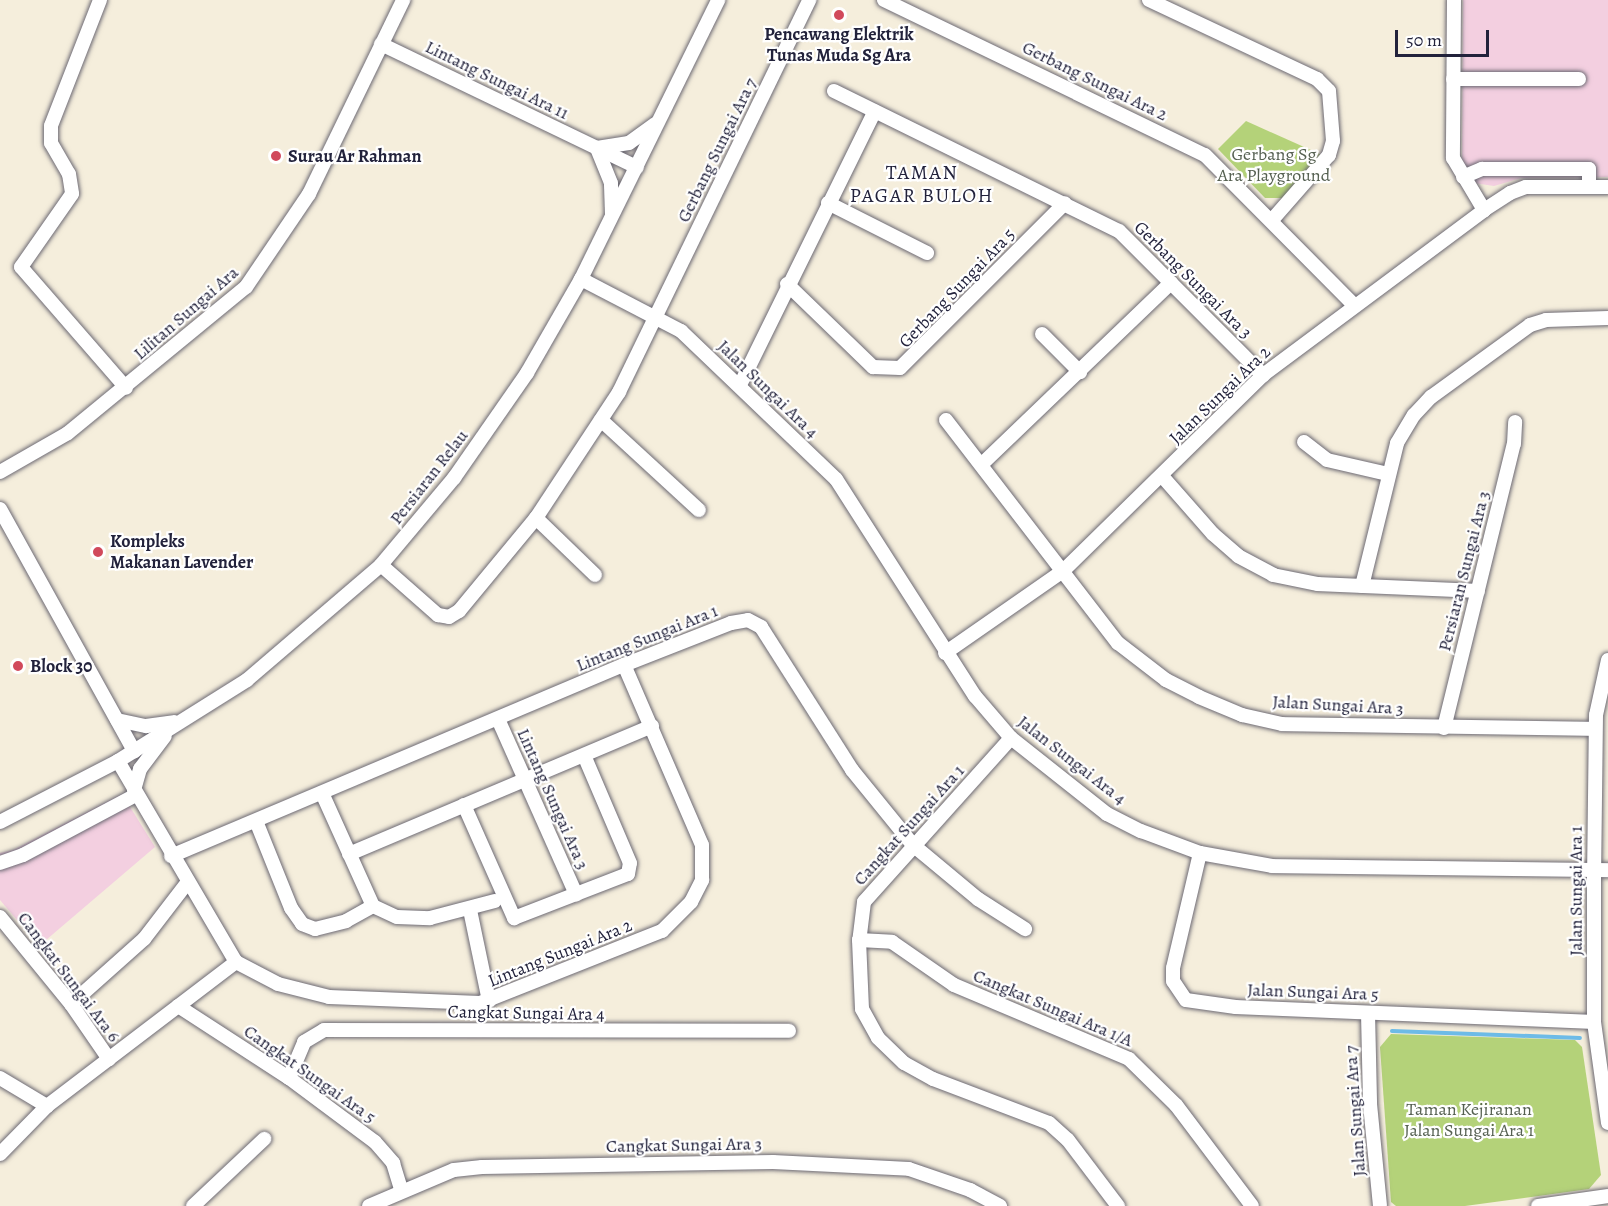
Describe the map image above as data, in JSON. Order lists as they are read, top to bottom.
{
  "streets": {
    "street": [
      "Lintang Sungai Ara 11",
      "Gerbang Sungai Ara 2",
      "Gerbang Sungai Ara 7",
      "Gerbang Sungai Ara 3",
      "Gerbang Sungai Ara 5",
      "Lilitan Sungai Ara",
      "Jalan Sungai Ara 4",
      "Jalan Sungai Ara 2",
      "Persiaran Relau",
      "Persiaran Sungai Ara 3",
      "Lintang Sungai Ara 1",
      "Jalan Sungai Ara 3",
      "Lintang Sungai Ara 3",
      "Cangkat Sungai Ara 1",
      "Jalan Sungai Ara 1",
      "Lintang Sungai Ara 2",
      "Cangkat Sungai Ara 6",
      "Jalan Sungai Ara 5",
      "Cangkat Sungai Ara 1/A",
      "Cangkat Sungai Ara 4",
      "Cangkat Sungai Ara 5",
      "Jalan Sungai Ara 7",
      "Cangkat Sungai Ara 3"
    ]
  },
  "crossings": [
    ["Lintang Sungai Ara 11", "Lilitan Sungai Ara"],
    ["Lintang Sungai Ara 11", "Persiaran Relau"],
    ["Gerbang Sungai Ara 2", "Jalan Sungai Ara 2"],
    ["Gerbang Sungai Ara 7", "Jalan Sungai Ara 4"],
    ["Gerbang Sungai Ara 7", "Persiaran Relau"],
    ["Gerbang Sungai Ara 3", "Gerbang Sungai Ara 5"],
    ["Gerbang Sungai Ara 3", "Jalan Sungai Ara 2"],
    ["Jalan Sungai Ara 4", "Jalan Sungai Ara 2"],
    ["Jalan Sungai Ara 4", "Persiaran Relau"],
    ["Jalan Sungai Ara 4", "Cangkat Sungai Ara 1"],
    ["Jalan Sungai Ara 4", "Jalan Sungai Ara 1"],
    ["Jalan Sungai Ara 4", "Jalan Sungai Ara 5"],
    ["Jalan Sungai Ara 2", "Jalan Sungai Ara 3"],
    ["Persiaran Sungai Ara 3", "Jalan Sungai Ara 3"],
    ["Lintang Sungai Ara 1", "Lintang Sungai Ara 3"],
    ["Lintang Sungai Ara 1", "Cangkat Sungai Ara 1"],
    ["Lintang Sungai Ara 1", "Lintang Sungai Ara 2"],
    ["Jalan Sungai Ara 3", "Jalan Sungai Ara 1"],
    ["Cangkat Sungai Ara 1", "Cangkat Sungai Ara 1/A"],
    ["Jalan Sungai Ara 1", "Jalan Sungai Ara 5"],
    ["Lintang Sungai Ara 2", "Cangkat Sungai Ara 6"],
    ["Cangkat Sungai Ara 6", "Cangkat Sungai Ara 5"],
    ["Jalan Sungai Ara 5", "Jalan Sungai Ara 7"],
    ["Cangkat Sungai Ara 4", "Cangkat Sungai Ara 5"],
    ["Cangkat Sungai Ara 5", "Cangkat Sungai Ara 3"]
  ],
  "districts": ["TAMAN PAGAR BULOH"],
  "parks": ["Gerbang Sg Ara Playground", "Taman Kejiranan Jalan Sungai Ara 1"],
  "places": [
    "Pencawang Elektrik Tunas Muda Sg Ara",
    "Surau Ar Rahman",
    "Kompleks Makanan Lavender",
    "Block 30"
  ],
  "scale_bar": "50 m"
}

- - - -

**Exercise**
In the data above, each line holding "Relau" is to be found and copied.

**Exercise result**
      "Persiaran Relau",
    ["Lintang Sungai Ara 11", "Persiaran Relau"],
    ["Gerbang Sungai Ara 7", "Persiaran Relau"],
    ["Jalan Sungai Ara 4", "Persiaran Relau"],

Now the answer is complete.